── The data ──
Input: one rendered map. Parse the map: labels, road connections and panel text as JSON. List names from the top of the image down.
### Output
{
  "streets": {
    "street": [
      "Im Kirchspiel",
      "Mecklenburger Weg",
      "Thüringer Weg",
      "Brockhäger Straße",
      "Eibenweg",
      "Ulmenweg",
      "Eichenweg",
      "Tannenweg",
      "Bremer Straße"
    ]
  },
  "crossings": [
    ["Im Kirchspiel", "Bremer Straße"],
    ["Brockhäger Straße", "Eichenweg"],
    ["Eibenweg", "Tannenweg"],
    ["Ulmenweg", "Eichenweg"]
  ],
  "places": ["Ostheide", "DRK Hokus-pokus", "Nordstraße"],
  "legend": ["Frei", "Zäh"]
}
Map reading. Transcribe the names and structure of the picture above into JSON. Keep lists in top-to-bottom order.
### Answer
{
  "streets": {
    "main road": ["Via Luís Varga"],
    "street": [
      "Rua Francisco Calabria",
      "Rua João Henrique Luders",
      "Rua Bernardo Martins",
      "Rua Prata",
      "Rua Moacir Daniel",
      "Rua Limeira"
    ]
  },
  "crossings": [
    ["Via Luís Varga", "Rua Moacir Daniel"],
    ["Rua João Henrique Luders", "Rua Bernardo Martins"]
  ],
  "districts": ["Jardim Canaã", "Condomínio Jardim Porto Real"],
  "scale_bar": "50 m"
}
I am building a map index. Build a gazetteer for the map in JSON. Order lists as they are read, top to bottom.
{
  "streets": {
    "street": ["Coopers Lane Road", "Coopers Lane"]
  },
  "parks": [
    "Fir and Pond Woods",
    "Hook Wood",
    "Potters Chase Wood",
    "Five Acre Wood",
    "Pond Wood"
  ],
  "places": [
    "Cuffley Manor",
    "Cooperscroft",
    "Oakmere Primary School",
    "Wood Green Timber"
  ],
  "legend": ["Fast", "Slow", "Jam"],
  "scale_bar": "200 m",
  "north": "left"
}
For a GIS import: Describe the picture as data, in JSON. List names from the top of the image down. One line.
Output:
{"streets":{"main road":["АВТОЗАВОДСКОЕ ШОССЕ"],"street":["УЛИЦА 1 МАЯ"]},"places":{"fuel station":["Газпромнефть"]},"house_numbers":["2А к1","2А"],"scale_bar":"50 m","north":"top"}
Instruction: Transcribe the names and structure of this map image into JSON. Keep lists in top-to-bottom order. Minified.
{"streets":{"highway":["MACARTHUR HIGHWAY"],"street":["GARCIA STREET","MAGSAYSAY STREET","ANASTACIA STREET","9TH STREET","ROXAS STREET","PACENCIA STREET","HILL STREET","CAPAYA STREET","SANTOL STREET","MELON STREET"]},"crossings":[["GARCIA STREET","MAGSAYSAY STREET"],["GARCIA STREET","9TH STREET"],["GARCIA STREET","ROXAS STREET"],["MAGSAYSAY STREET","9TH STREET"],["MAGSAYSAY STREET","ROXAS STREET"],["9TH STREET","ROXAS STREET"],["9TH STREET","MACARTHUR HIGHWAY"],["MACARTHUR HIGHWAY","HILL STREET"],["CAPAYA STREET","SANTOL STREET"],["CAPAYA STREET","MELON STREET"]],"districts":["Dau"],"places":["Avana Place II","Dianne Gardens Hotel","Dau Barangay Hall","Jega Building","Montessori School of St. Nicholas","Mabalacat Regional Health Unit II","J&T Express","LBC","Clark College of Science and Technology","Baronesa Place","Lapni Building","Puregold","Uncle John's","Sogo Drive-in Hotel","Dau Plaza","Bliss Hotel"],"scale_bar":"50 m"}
───
_What this task involves_
Your task is to retype the data exactly, with no line missing.

_Exercise response_
Input: one rendered map. Parse the map: labels, road connections and panel text as JSON. List names from the top of the image down.
### Output
{
  "streets": {
    "street": [
      "Im Kirchspiel",
      "Mecklenburger Weg",
      "Thüringer Weg",
      "Brockhäger Straße",
      "Eibenweg",
      "Ulmenweg",
      "Eichenweg",
      "Tannenweg",
      "Bremer Straße"
    ]
  },
  "crossings": [
    ["Im Kirchspiel", "Bremer Straße"],
    ["Brockhäger Straße", "Eichenweg"],
    ["Eibenweg", "Tannenweg"],
    ["Ulmenweg", "Eichenweg"]
  ],
  "places": ["Ostheide", "DRK Hokus-pokus", "Nordstraße"],
  "legend": ["Frei", "Zäh"]
}
Map reading. Transcribe the names and structure of the picture above into JSON. Keep lists in top-to-bottom order.
### Answer
{
  "streets": {
    "main road": ["Via Luís Varga"],
    "street": [
      "Rua Francisco Calabria",
      "Rua João Henrique Luders",
      "Rua Bernardo Martins",
      "Rua Prata",
      "Rua Moacir Daniel",
      "Rua Limeira"
    ]
  },
  "crossings": [
    ["Via Luís Varga", "Rua Moacir Daniel"],
    ["Rua João Henrique Luders", "Rua Bernardo Martins"]
  ],
  "districts": ["Jardim Canaã", "Condomínio Jardim Porto Real"],
  "scale_bar": "50 m"
}
I am building a map index. Build a gazetteer for the map in JSON. Order lists as they are read, top to bottom.
{
  "streets": {
    "street": ["Coopers Lane Road", "Coopers Lane"]
  },
  "parks": [
    "Fir and Pond Woods",
    "Hook Wood",
    "Potters Chase Wood",
    "Five Acre Wood",
    "Pond Wood"
  ],
  "places": [
    "Cuffley Manor",
    "Cooperscroft",
    "Oakmere Primary School",
    "Wood Green Timber"
  ],
  "legend": ["Fast", "Slow", "Jam"],
  "scale_bar": "200 m",
  "north": "left"
}
For a GIS import: Describe the picture as data, in JSON. List names from the top of the image down. One line.
Output:
{"streets":{"main road":["АВТОЗАВОДСКОЕ ШОССЕ"],"street":["УЛИЦА 1 МАЯ"]},"places":{"fuel station":["Газпромнефть"]},"house_numbers":["2А к1","2А"],"scale_bar":"50 m","north":"top"}
Instruction: Transcribe the names and structure of this map image into JSON. Keep lists in top-to-bottom order. Minified.
{"streets":{"highway":["MACARTHUR HIGHWAY"],"street":["GARCIA STREET","MAGSAYSAY STREET","ANASTACIA STREET","9TH STREET","ROXAS STREET","PACENCIA STREET","HILL STREET","CAPAYA STREET","SANTOL STREET","MELON STREET"]},"crossings":[["GARCIA STREET","MAGSAYSAY STREET"],["GARCIA STREET","9TH STREET"],["GARCIA STREET","ROXAS STREET"],["MAGSAYSAY STREET","9TH STREET"],["MAGSAYSAY STREET","ROXAS STREET"],["9TH STREET","ROXAS STREET"],["9TH STREET","MACARTHUR HIGHWAY"],["MACARTHUR HIGHWAY","HILL STREET"],["CAPAYA STREET","SANTOL STREET"],["CAPAYA STREET","MELON STREET"]],"districts":["Dau"],"places":["Avana Place II","Dianne Gardens Hotel","Dau Barangay Hall","Jega Building","Montessori School of St. Nicholas","Mabalacat Regional Health Unit II","J&T Express","LBC","Clark College of Science and Technology","Baronesa Place","Lapni Building","Puregold","Uncle John's","Sogo Drive-in Hotel","Dau Plaza","Bliss Hotel"],"scale_bar":"50 m"}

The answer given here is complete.